Flying head-butt on The Artist gives Candido the pin at 7:49
Terry Funk [C] vs Norman Smiley – Hardcore Championship
They start in the bathroom, do a lot of your typical brawling, trash cans, things of that nature. The mystery man is unmasked as Ralphus, which I have to hope everyone saw coming. They get themselves to the ring, Ralphus & Norman both do the wiggle. This is just dragging, and dragging, until it ends with a roll up.
Terry Funk rolls up Norman Smiley for the pin at 10:03
We get a promo from David Arquette, and honestly, it’s pretty good. He talks about being his own man, and how DDP doesn’t have faith in him, thus he’s arriving alone. Planting the seed for the turn you KNOW is coming. He also talks about having fears regarding the match. Really, it’s a damn fine promo.
Sean Stasiak vs Curt Hennig
Seriously, how come he has Perfect’s music, but Perfect didn’t have it when he showed up? Honestly, there’s nothing wrong with the match, but there’s nothing worth writing about. They seem to go through the motions, without any real passion. I mean, Hennig should have been fighting tooth & nail to prove this kid wasn’t better than him. Wasn’t the REAL Mr. Perfect, but we didn’t get that. Now, if they followed this up with Hennig being down and out after the loss, and need to get his shit back, I could buy that. But no.

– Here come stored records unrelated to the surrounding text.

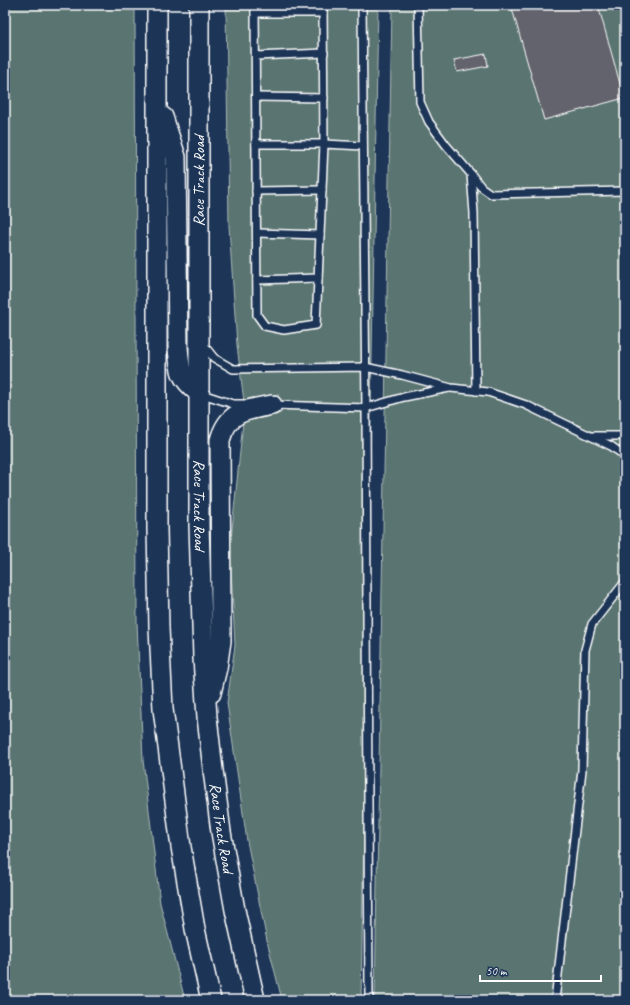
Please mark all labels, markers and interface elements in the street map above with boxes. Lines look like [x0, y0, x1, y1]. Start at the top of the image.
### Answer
street label: Race Track Road [189, 133, 209, 226]
street label: Race Track Road [189, 460, 210, 553]
street label: Race Track Road [205, 782, 239, 877]
scale bar [480, 957, 601, 983]
text: 50 m [486, 963, 508, 979]

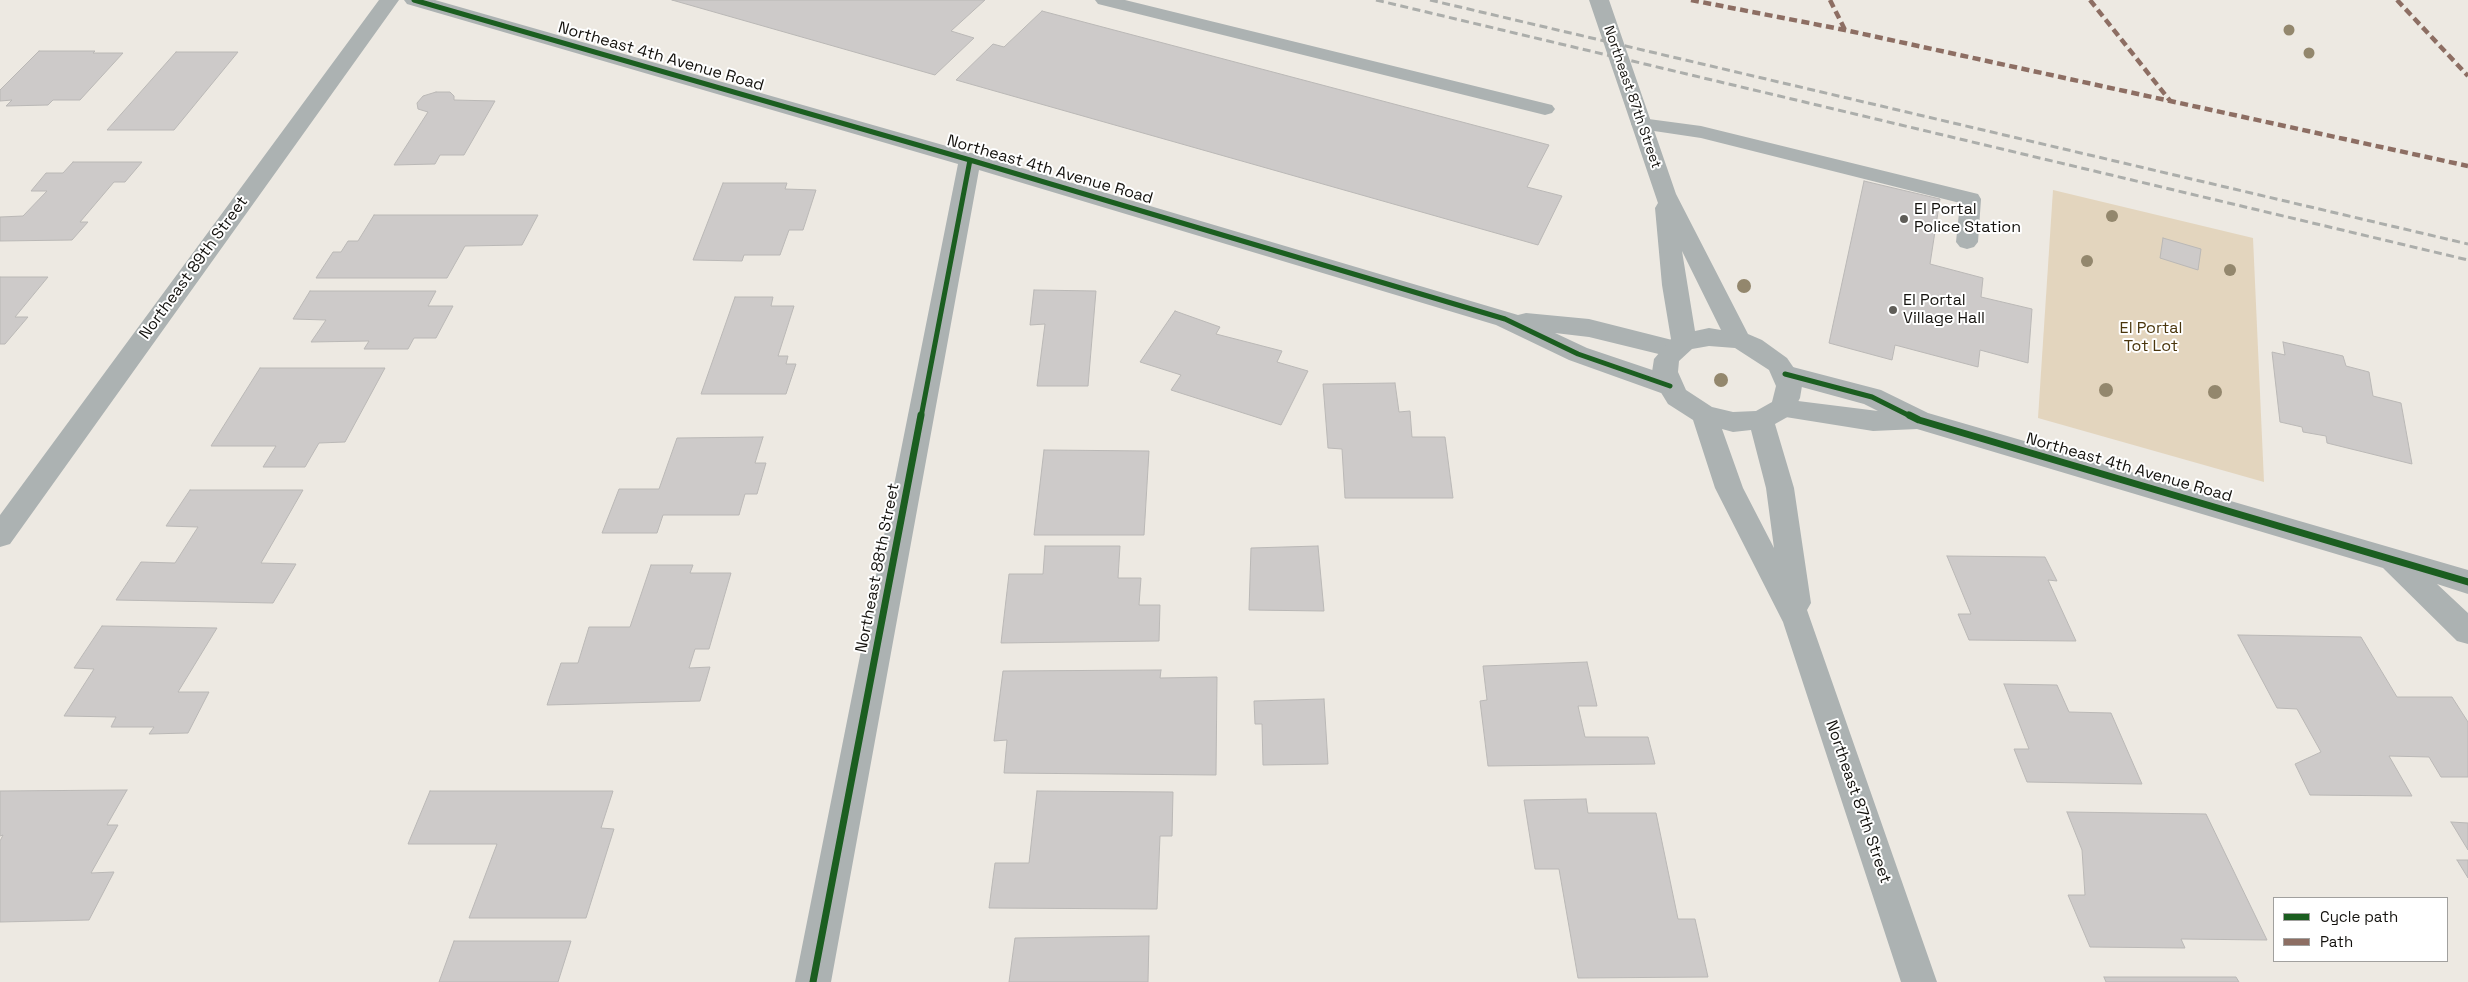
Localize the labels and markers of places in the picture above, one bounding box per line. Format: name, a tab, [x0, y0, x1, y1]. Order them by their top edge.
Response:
place label: El Portal Police Station	[1914, 200, 2021, 238]
marker: El Portal Police Station	[1898, 213, 1910, 225]
place label: El Portal Village Hall	[1903, 291, 1985, 329]
marker: El Portal Village Hall	[1887, 304, 1899, 316]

Stasiak pins Hennig with the Perfectplex at 7:45
Scott Steiner [C] vs Hugh
Morris G. Rection – US Championship
Hugh comes out to let us know he’s no longer Morris, because that was stupid. He’s now Captain Boner. Hey, no complaints from me. Steiner comes out with two woman who look like they stunt double for positive HIV tests. The guy who recorded this, changed it for a second to some interview, marking the only interesting thing to happen this whole PPV thus far. I stand corrected, as near the end of the match, Rection goes for the moonsault, and Steiner, being as brilliant as he is, rolls out of the way. But not ngin, out. So, Rection’s feet, which is whipping 350lbs to the point where at the very least the moment of impact is bringing 700lbs across Steiner’s head. Pretty funny. So he gets up, and puts Rection in the Recliner. Honestly, it’s not a bad match, pretty decent power bout.

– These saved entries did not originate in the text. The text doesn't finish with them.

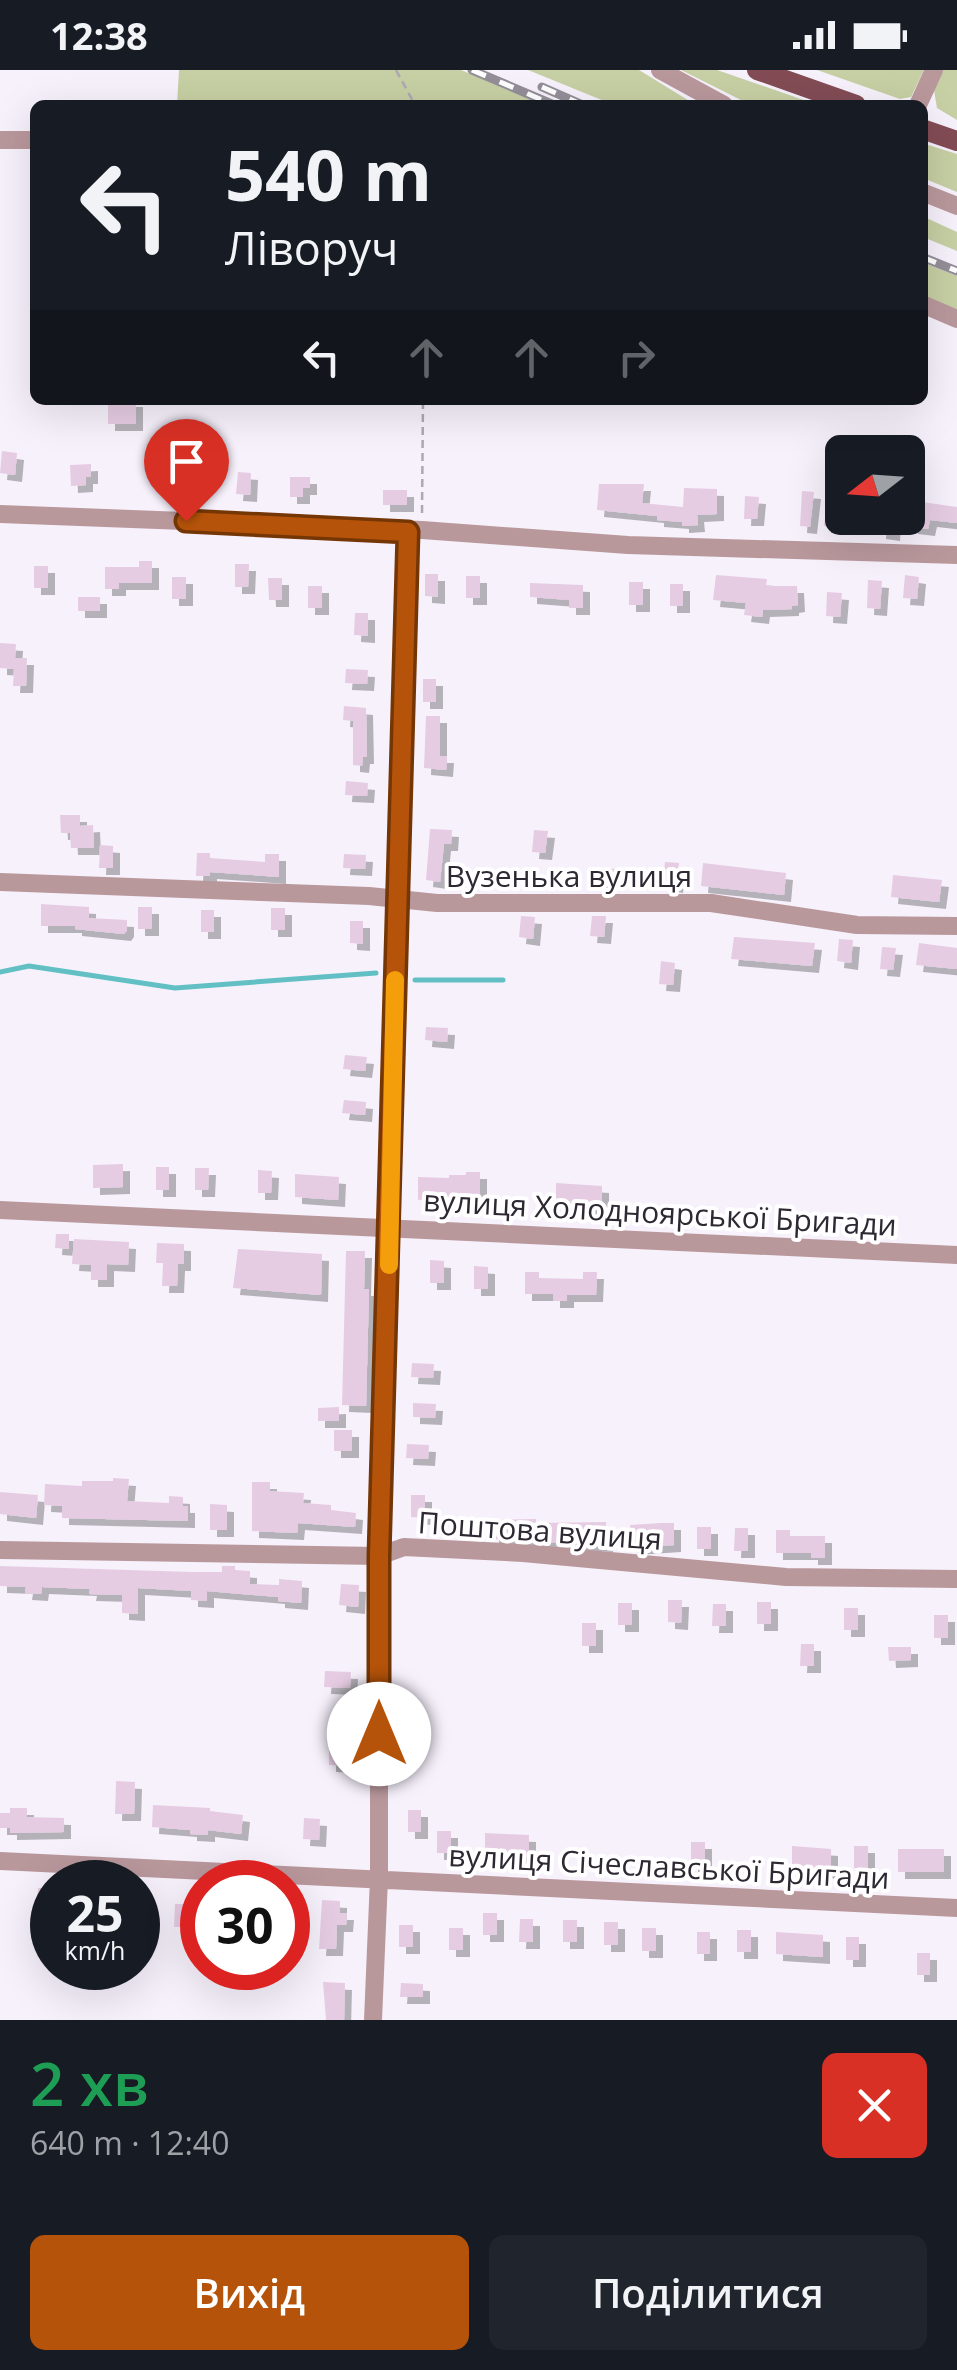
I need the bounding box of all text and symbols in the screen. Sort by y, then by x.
text: 12:38 [50,9,148,61]
text: 540 m [225,126,432,222]
icon: left [60,140,190,270]
text: Ліворуч [225,217,398,278]
icon: left [294,330,349,385]
icon: ahead [399,330,454,385]
icon: ahead [504,330,559,385]
icon: right [609,330,664,385]
pin [144,419,229,522]
icon: arrive [159,434,214,489]
north arrow [825,435,925,535]
map controls [825,435,925,535]
street label: Вузенька вулиця [446,855,692,896]
street label: вулиця Холодноярської Бригади [422,1179,898,1245]
street label: Поштова вулиця [417,1501,663,1559]
position arrow [327,1682,431,1786]
street label: вулиця Січеславської Бригади [448,1834,890,1898]
speed limit sign: 30 [180,1860,310,1990]
text: 25 [66,1879,124,1947]
text: km/h [65,1933,125,1967]
text: 2 хв [30,2042,149,2124]
button: close [822,2053,927,2158]
text: 640 m · 12:40 [30,2121,229,2164]
button: Вихід [30,2235,469,2350]
button: Поділитися [489,2235,927,2350]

Steiner scores the submission with the Recliner at 9:24
Mike Awesome vs. Kanyon
Man, this match is kicking ass. Mike is bringing some ECW style to this bout, and Kanyon is talented enough to
carry his own weight and keep this match from being the usual ‘wcw hardcore’ drect. Dammit! The PPV skipped all of a sudden, and I missed a top rope neckbreaker. Man, it better not end now. Oh man, Awesome did a Sid Powerbomb to Kayon, dropping him on his neck. Well, the match was going great, outside of Sid v Benoit, this is hands down the best I’ve seen in 2000 so far, and now it’s gonna end on some bullshit. Nash shows up, and the New Blood run out to beat the shit out of him. What a bummer, because that match was, not to be cliche, but FUCKING AWESOME.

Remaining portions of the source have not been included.